Exercise ->
Set every line of the listing down again, keeping it identical.

Available data ->
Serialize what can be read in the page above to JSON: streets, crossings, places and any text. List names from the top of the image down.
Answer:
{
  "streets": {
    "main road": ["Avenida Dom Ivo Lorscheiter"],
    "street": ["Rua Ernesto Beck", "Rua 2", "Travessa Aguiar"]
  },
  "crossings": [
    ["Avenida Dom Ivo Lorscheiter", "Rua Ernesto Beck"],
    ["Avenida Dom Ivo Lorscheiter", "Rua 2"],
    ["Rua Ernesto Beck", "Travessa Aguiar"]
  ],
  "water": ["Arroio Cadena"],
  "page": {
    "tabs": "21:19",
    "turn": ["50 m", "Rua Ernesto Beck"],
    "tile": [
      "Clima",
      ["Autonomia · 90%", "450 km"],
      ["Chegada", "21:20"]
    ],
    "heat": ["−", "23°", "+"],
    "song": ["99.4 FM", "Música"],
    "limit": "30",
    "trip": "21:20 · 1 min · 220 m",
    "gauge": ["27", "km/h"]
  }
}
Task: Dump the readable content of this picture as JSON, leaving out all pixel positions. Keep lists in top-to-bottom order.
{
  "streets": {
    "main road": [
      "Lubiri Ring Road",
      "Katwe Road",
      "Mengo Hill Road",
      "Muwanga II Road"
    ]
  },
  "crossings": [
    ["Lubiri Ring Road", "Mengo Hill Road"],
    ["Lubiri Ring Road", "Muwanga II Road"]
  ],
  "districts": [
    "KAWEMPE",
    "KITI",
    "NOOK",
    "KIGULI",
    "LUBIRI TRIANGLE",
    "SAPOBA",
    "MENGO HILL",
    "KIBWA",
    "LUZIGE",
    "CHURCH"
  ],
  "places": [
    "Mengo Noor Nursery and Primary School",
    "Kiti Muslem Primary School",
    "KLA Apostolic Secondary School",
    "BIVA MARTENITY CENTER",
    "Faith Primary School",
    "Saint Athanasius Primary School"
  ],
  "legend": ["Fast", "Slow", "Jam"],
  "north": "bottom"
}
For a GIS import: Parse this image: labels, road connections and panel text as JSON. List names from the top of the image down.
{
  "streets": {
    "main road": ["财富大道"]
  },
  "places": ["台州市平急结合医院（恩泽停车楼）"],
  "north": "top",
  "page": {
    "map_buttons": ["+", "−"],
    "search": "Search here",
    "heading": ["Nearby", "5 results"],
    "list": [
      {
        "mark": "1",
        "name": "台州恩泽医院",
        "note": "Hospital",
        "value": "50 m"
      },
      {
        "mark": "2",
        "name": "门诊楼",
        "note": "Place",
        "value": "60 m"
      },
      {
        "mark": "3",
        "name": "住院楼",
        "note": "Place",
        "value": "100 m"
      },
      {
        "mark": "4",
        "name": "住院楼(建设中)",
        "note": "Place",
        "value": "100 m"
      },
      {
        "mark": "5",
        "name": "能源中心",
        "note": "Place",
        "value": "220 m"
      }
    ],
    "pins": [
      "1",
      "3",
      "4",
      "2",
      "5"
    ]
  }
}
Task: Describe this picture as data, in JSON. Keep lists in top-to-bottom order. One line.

Solution ->
Serialize what can be read in the page above to JSON: streets, crossings, places and any text. List names from the top of the image down.
Answer:
{
  "streets": {
    "main road": ["Avenida Dom Ivo Lorscheiter"],
    "street": ["Rua Ernesto Beck", "Rua 2", "Travessa Aguiar"]
  },
  "crossings": [
    ["Avenida Dom Ivo Lorscheiter", "Rua Ernesto Beck"],
    ["Avenida Dom Ivo Lorscheiter", "Rua 2"],
    ["Rua Ernesto Beck", "Travessa Aguiar"]
  ],
  "water": ["Arroio Cadena"],
  "page": {
    "tabs": "21:19",
    "turn": ["50 m", "Rua Ernesto Beck"],
    "tile": [
      "Clima",
      ["Autonomia · 90%", "450 km"],
      ["Chegada", "21:20"]
    ],
    "heat": ["−", "23°", "+"],
    "song": ["99.4 FM", "Música"],
    "limit": "30",
    "trip": "21:20 · 1 min · 220 m",
    "gauge": ["27", "km/h"]
  }
}
Task: Dump the readable content of this picture as JSON, leaving out all pixel positions. Keep lists in top-to-bottom order.
{
  "streets": {
    "main road": [
      "Lubiri Ring Road",
      "Katwe Road",
      "Mengo Hill Road",
      "Muwanga II Road"
    ]
  },
  "crossings": [
    ["Lubiri Ring Road", "Mengo Hill Road"],
    ["Lubiri Ring Road", "Muwanga II Road"]
  ],
  "districts": [
    "KAWEMPE",
    "KITI",
    "NOOK",
    "KIGULI",
    "LUBIRI TRIANGLE",
    "SAPOBA",
    "MENGO HILL",
    "KIBWA",
    "LUZIGE",
    "CHURCH"
  ],
  "places": [
    "Mengo Noor Nursery and Primary School",
    "Kiti Muslem Primary School",
    "KLA Apostolic Secondary School",
    "BIVA MARTENITY CENTER",
    "Faith Primary School",
    "Saint Athanasius Primary School"
  ],
  "legend": ["Fast", "Slow", "Jam"],
  "north": "bottom"
}
For a GIS import: Parse this image: labels, road connections and panel text as JSON. List names from the top of the image down.
{
  "streets": {
    "main road": ["财富大道"]
  },
  "places": ["台州市平急结合医院（恩泽停车楼）"],
  "north": "top",
  "page": {
    "map_buttons": ["+", "−"],
    "search": "Search here",
    "heading": ["Nearby", "5 results"],
    "list": [
      {
        "mark": "1",
        "name": "台州恩泽医院",
        "note": "Hospital",
        "value": "50 m"
      },
      {
        "mark": "2",
        "name": "门诊楼",
        "note": "Place",
        "value": "60 m"
      },
      {
        "mark": "3",
        "name": "住院楼",
        "note": "Place",
        "value": "100 m"
      },
      {
        "mark": "4",
        "name": "住院楼(建设中)",
        "note": "Place",
        "value": "100 m"
      },
      {
        "mark": "5",
        "name": "能源中心",
        "note": "Place",
        "value": "220 m"
      }
    ],
    "pins": [
      "1",
      "3",
      "4",
      "2",
      "5"
    ]
  }
}
Task: Describe this picture as data, in JSON. Keep lists in top-to-bottom order. One line.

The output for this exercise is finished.